3. The Application was supported by an Affidavit deponed by the Appellant in which he stated that he had neither received the Summons to Enter Appearance nor the Notice of Entry of Judgement. The Appellant annexed a draft of his statement of Defence along with the Proclamation dated 28th January 2022. The Respondent filed his Replying Affidavit sworn on 20th June 2022.

4. The Application was canvassed by way of written submissions and the Ruling was delivered on 28th February 2023.

5. Being dissatisfied with the Ruling of the Magistrate Court, the Appellant filed a Memorandum of Appeal dated 12th March 2023 on the following grounds:i.That the Learned Magistrate erred in law and fact by failing to find that the default judgement entered against the Appellant was an irregular judgement necessitating its setting aside ex debito justiciae;ii.That the learned Magistrate erred in law and in fact by failing to find that summons to enter appearance were not effected upon the Appellant at all or in conformity with Order 5 Rule 3 of the Civil Procedure Rules;iii.That the learned Magistrate erred in law and in fact in condemning the Appellant without affording him an opportunity to be heard through the filing of defence;iv.That the learned Magistrate’s ruling occasioned a miscarriage of justice by denying the Appellant access to justice;

6. Parties canvassed the appeal by way of written submissions. I have taken note of the Memorandum of Appeal, Record of Appeal, Supplementary Record of Appeal as well as the respective submissions by each party.

Analysis and Determination 7. The well-established principles of setting aside interlocutory judgements were laid out in the case of Patel v East Africa Cargo Handling Services Ltd (1974) EA 75 where it was stated as follows:“The main concern of the court is to do justice to the parties and the court will not impose conditions on itself to fetter the wide discretion given to it by the rules. I agree that where it is a regular judgement as is the case here the court will not usually set aside the judgement unless it is satisfied that there is a defence on the merits. In this respect defence on merits, does not mean in my view, a defence that must succeed, it means as Sheridan J, put it “a triable issue” that is an issue which raises a prima facie defence and which should go to trial for adjudication.”

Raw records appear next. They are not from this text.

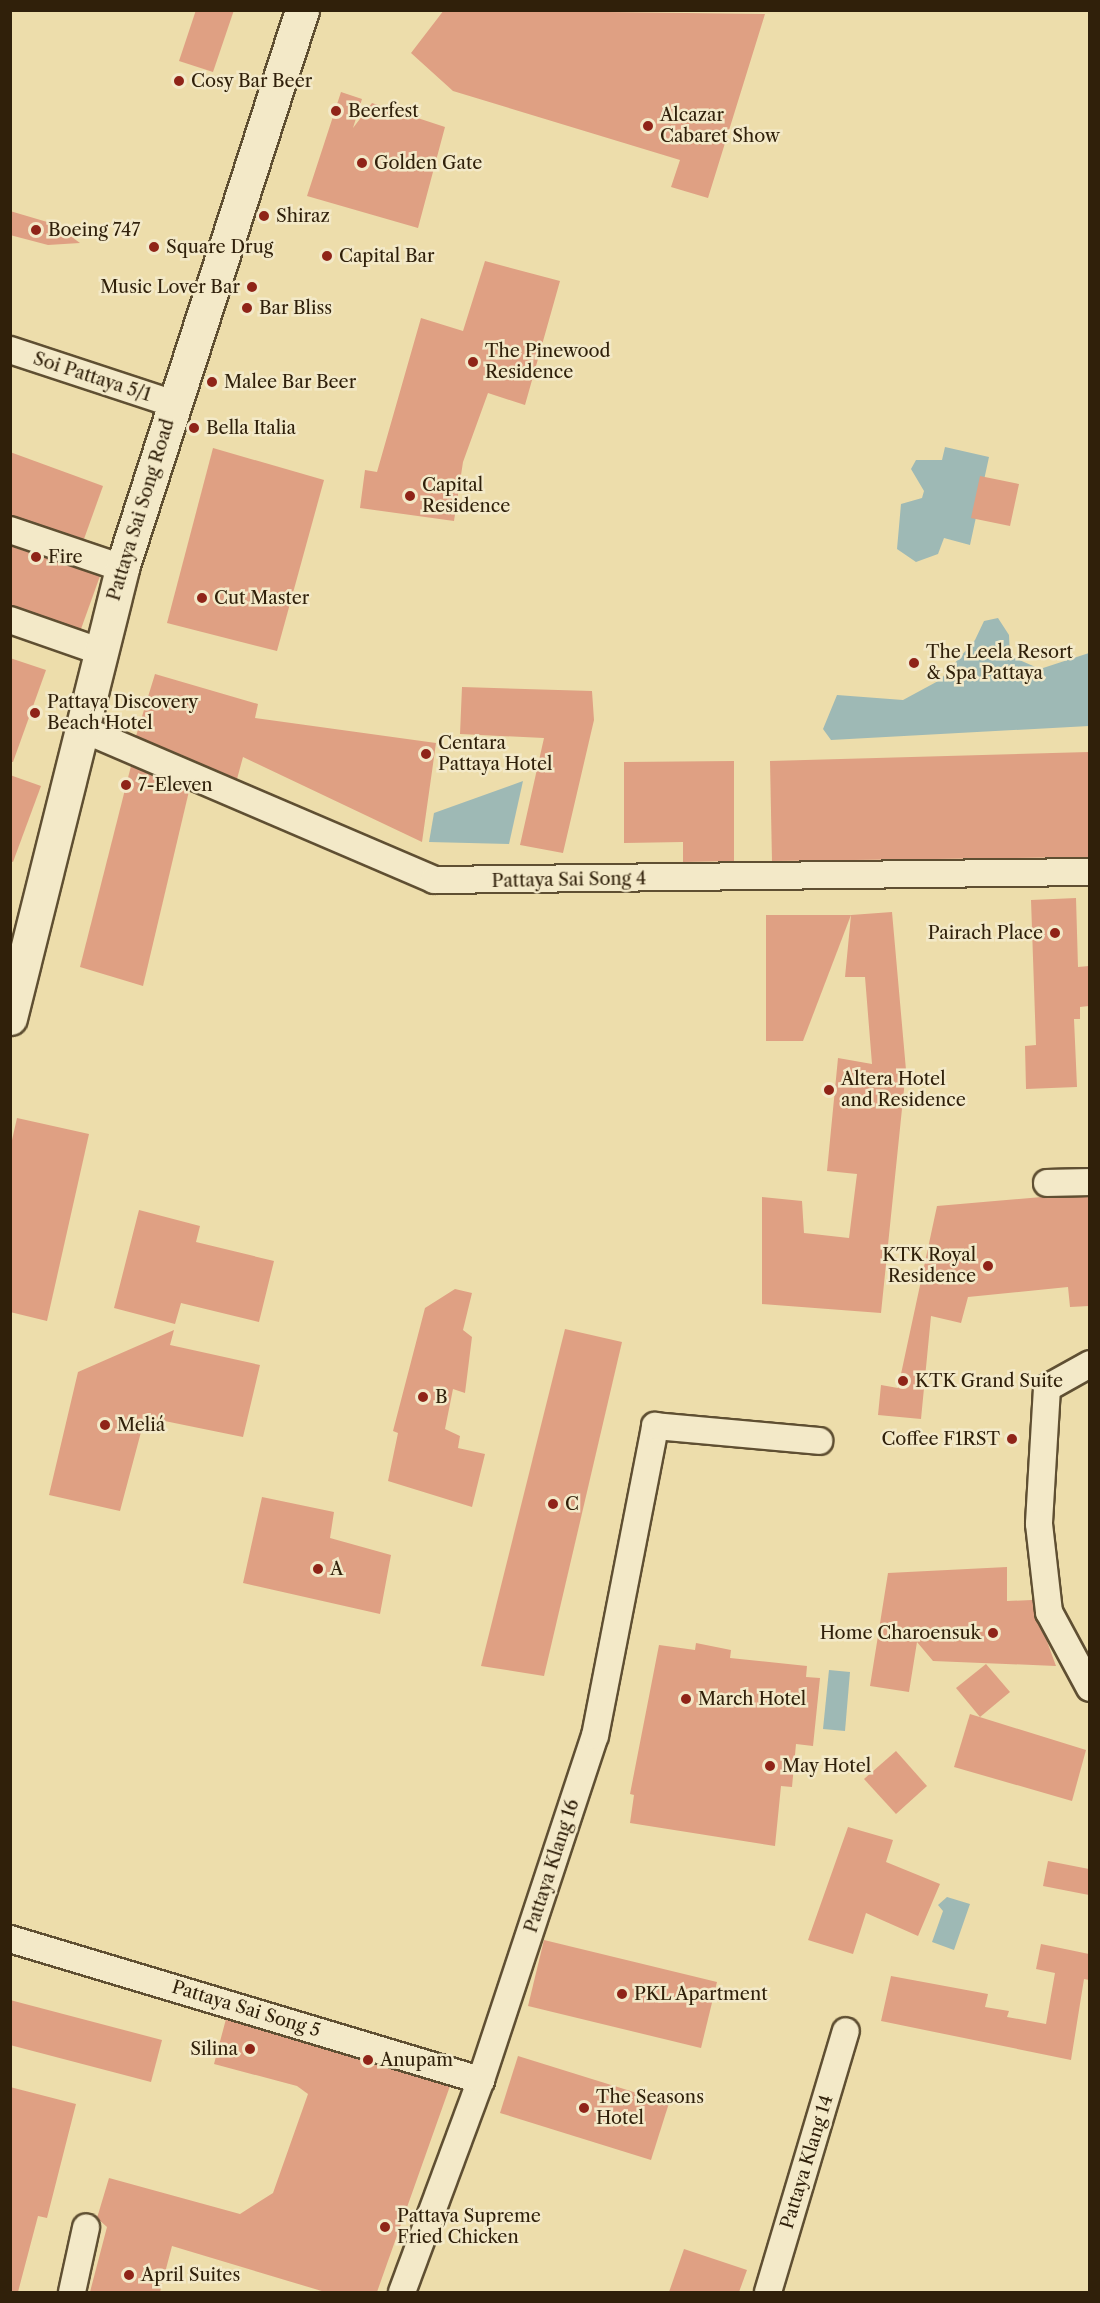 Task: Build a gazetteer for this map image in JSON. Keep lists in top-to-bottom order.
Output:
{
  "streets": {
    "main road": ["Pattaya Sai Song Road"],
    "street": [
      "Soi Pattaya 5/1",
      "Pattaya Sai Song 4",
      "Pattaya Klang 16",
      "Pattaya Sai Song 5",
      "Pattaya Klang 14"
    ]
  },
  "crossings": [
    ["Soi Pattaya 5/1", "Pattaya Sai Song Road"],
    ["Pattaya Sai Song Road", "Pattaya Sai Song 4"],
    ["Pattaya Klang 16", "Pattaya Sai Song 5"]
  ],
  "places": [
    "Cosy Bar Beer",
    "Beerfest",
    "Alcazar Cabaret Show",
    "Golden Gate",
    "Shiraz",
    "Boeing 747",
    "Square Drug",
    "Capital Bar",
    "Music Lover Bar",
    "Bar Bliss",
    "The Pinewood Residence",
    "Malee Bar Beer",
    "Bella Italia",
    "Capital Residence",
    "Fire",
    "Cut Master",
    "The Leela Resort & Spa Pattaya",
    "Pattaya Discovery Beach Hotel",
    "Centara Pattaya Hotel",
    "7-Eleven",
    "Pairach Place",
    "Altera Hotel and Residence",
    "KTK Royal Residence",
    "KTK Grand Suite",
    "B",
    "Meliá",
    "Coffee F1RST",
    "C",
    "A",
    "Home Charoensuk",
    "March Hotel",
    "May Hotel",
    "PKL Apartment",
    "Silina",
    "Anupam",
    "The Seasons Hotel",
    "Pattaya Supreme Fried Chicken",
    "April Suites"
  ]
}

8. It is now well settled from numerous precedents that a distinction exists between a default judgment that is regularly entered and one which is irregularly entered. The difference between the two was elaborated in detail by the Court of Appeal in CA No 6 of 2015 James Kanyita Nderitu v Marios Philotas Ghika & another [2016] eKLR, where it was held that:-“….In a regular default judgment, the defendant will have been duly served with summons to enter appearance, but for one reason or another, he had failed to enter appearance or to file defence, resulting in default judgment. Such a defendant is entitled, under Order 10 Rule 11 of the Civil Procedure Rules, to move the court to set aside the default judgment and to grant him leave to defend the suit. In such a scenario, the court has unfettered discretion in determining whether or not to set aside the default judgment, and will take into account such factors as the reason for the failure of the defendant to file his Memorandum of appearance or defence, as the case may be, the length of time that has elapsed since the default judgment was entered; whether the intended defence raises triable issues; the respective prejudice each party is likely to suffer, whether in the whole it is in the interest of justice to set aside the default judgement, among others.......In an irregular judgment, on the other hand, judgment will have been entered against a defendant who has not been served or properly served with summons to enter appearance. In such a situation, the default judgment is set aside ex debito justiciae, as a matter of right. The court does not even have to be moved by a party once it comes to its notice that the judgment is irregular, it can set aside the default judgment on its own motion. In addition, the court will not venture into considerations of whether the intended defence raises triable issues or whether there has been inordinate delay in applying to set aside the irregular judgment. The reason why such judgment is set aside as of right, and not as a matter of discretion, is because the party against whom it is entered has been condemned without notice of the allegations against him or an opportunity to be heard in response to those allegations. The right to be heard before an adverse decision is taken against a person is fundamental and permeates our entire justice system. (See Onyango Oloo v Attorney General [1986 – 1989] EA 456).”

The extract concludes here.